:: Entries supplied ::

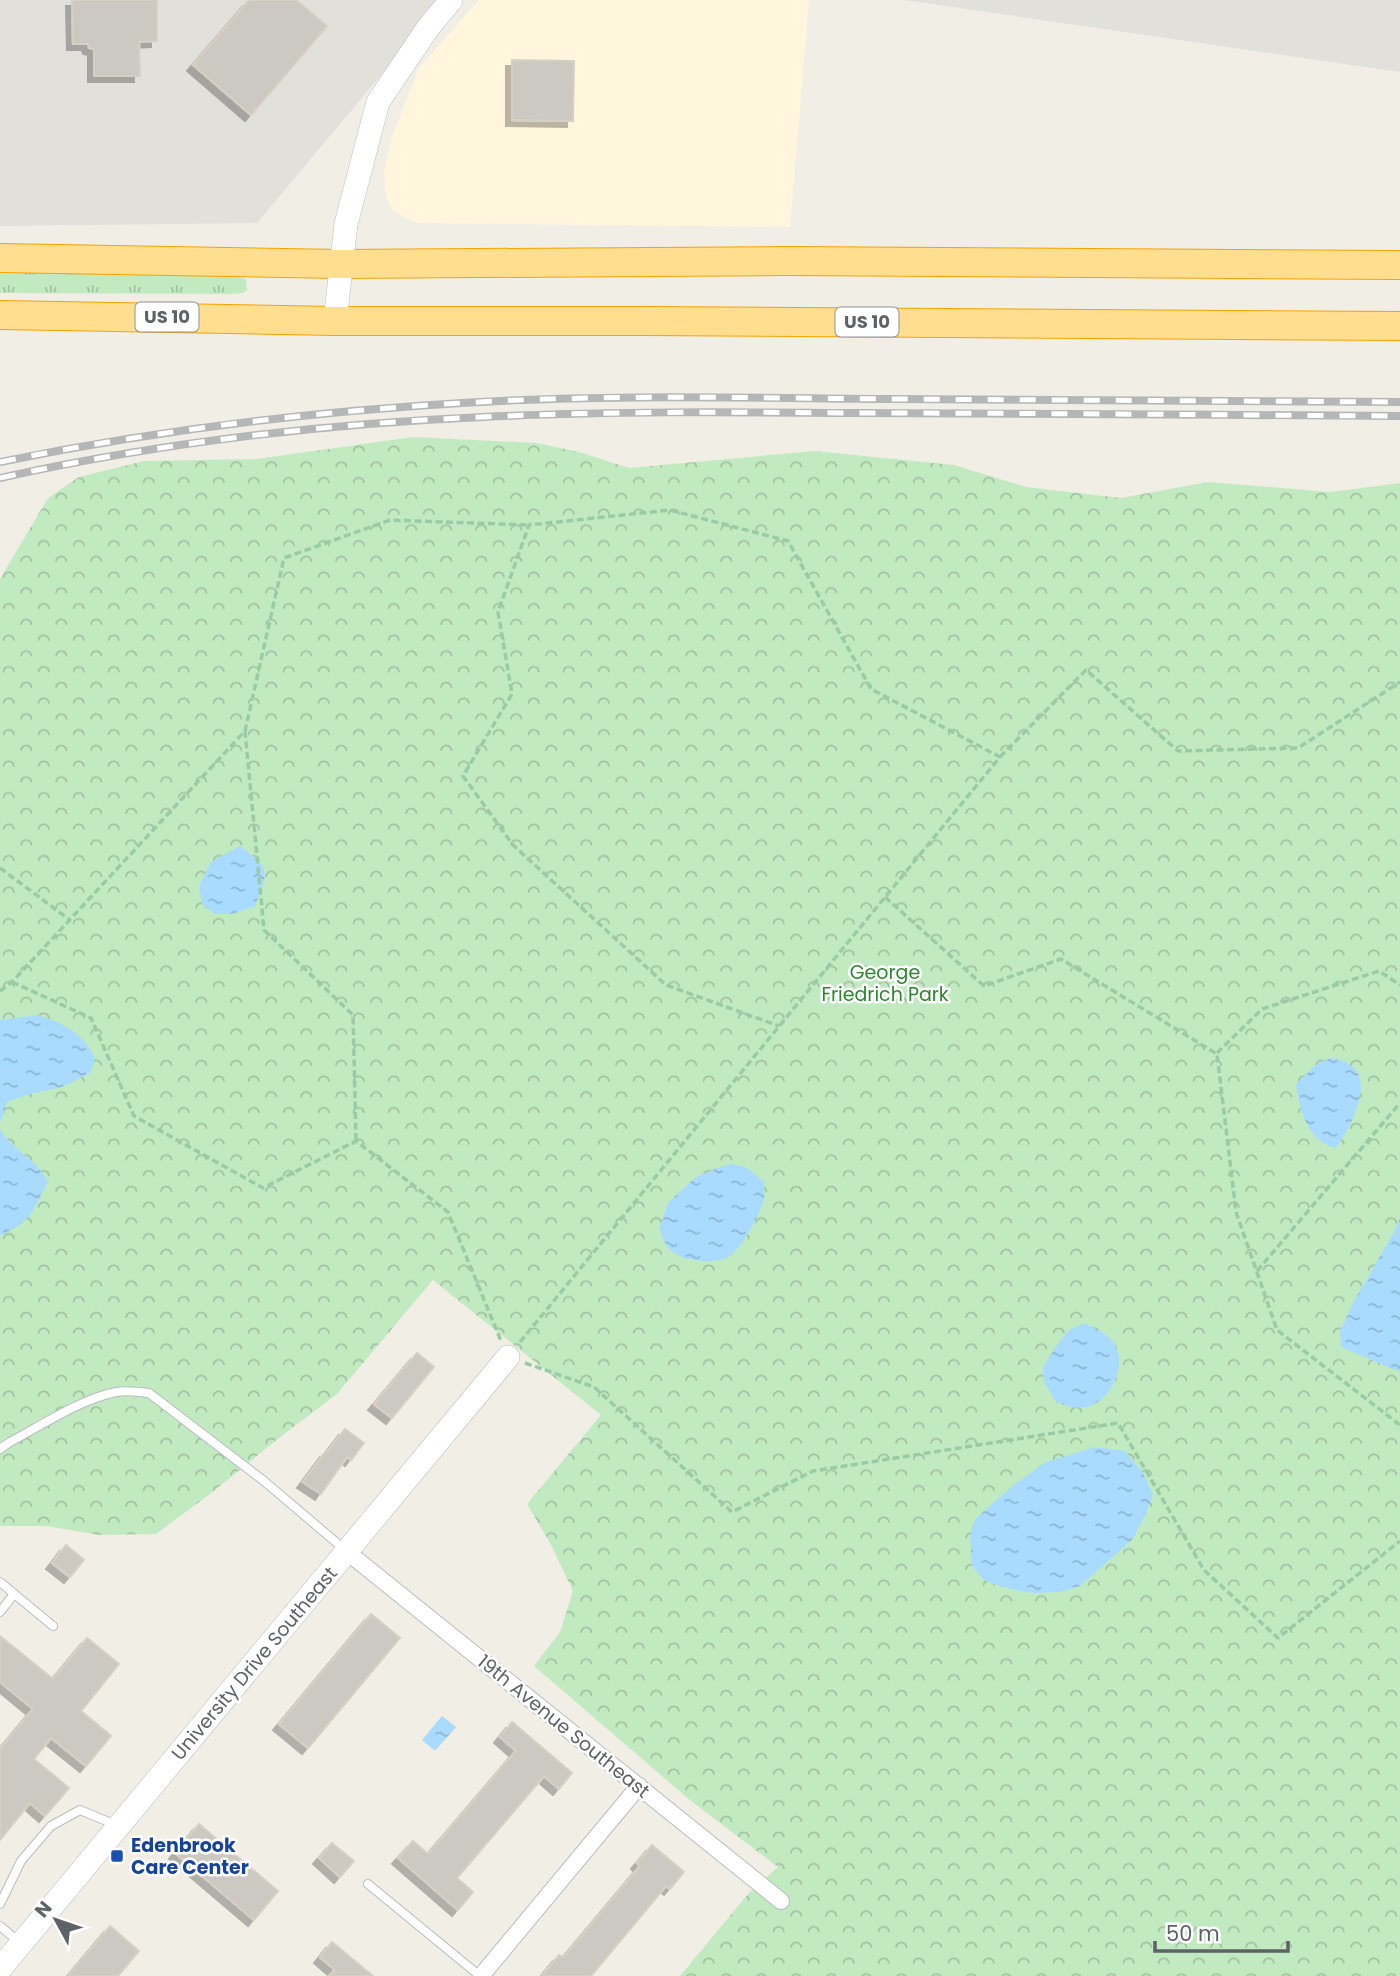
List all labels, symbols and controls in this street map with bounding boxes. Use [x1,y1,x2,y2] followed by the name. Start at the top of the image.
[136,302,198,332] road number: US 10
[836,308,898,336] road number: US 10
[821,959,949,1008] park label: George Friedrich Park
[165,1561,344,1766] street label: University Drive Southeast
[472,1648,656,1804] street label: 19th Avenue Southeast
[131,1832,249,1881] place label: Edenbrook Care Center
[109,1848,125,1864] marker: Edenbrook Care Center
[21,1885,91,1955] north arrow
[28,1895,58,1924] text: N
[1155,1910,1288,1954] scale bar
[1166,1919,1220,1948] text: 50 m

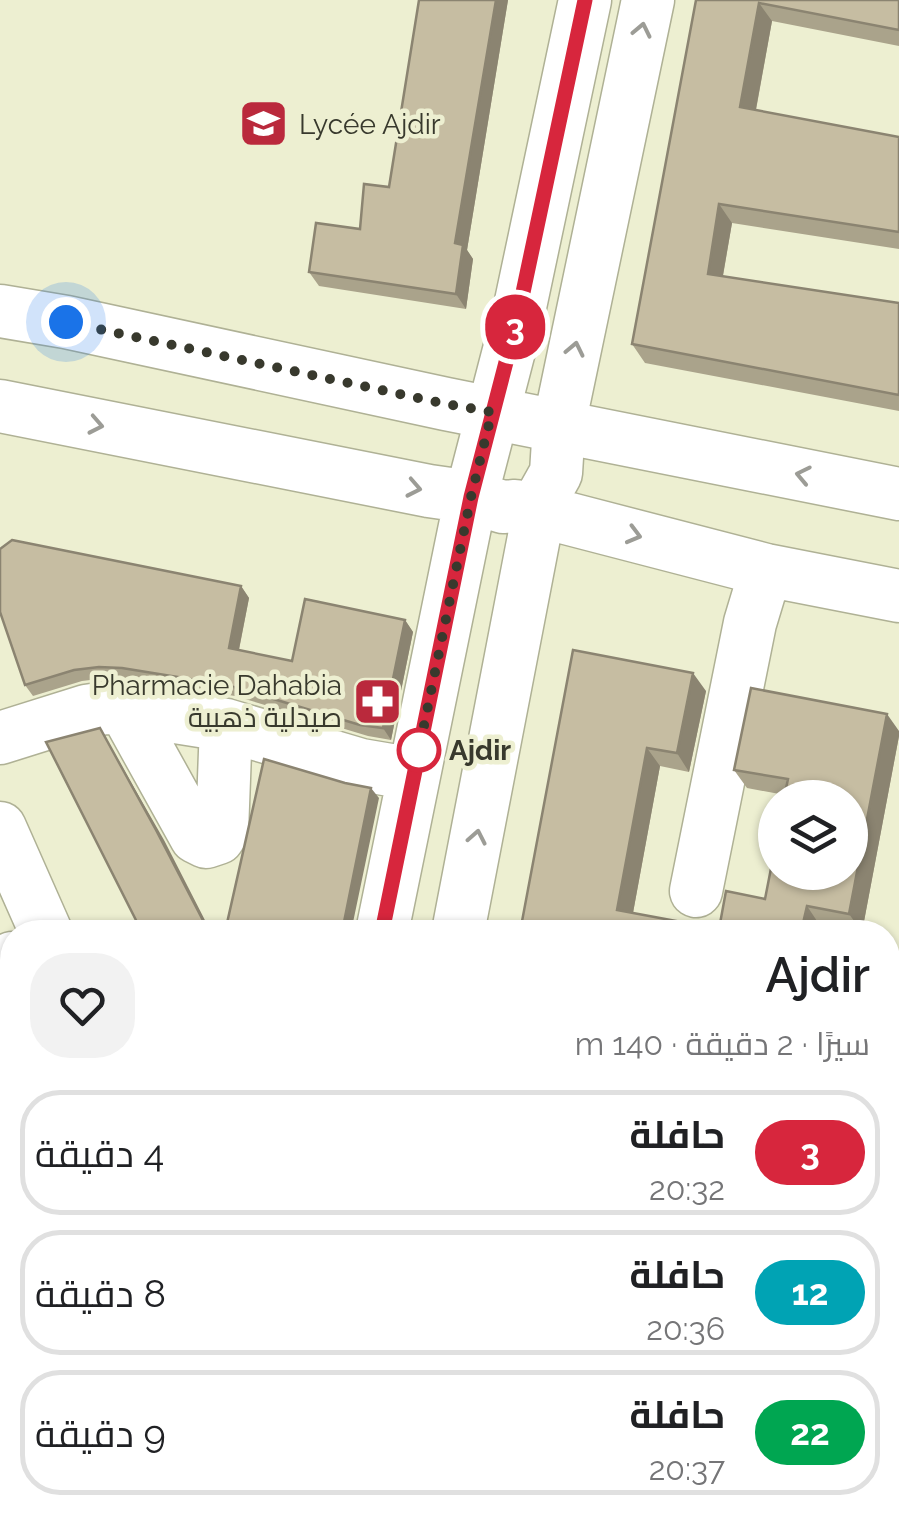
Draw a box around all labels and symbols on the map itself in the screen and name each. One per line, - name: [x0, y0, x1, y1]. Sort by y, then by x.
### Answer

:::

*Required action*
Reply with exactly the lines from the one containing "Draw a box around" to the last line of the material, inclusive, and with nothing more.

*Answer for this exercise*
Draw a box around all labels and symbols on the map itself in the screen and name each. One per line, - name: [x0, y0, x1, y1]. Sort by y, then by x.
### Answer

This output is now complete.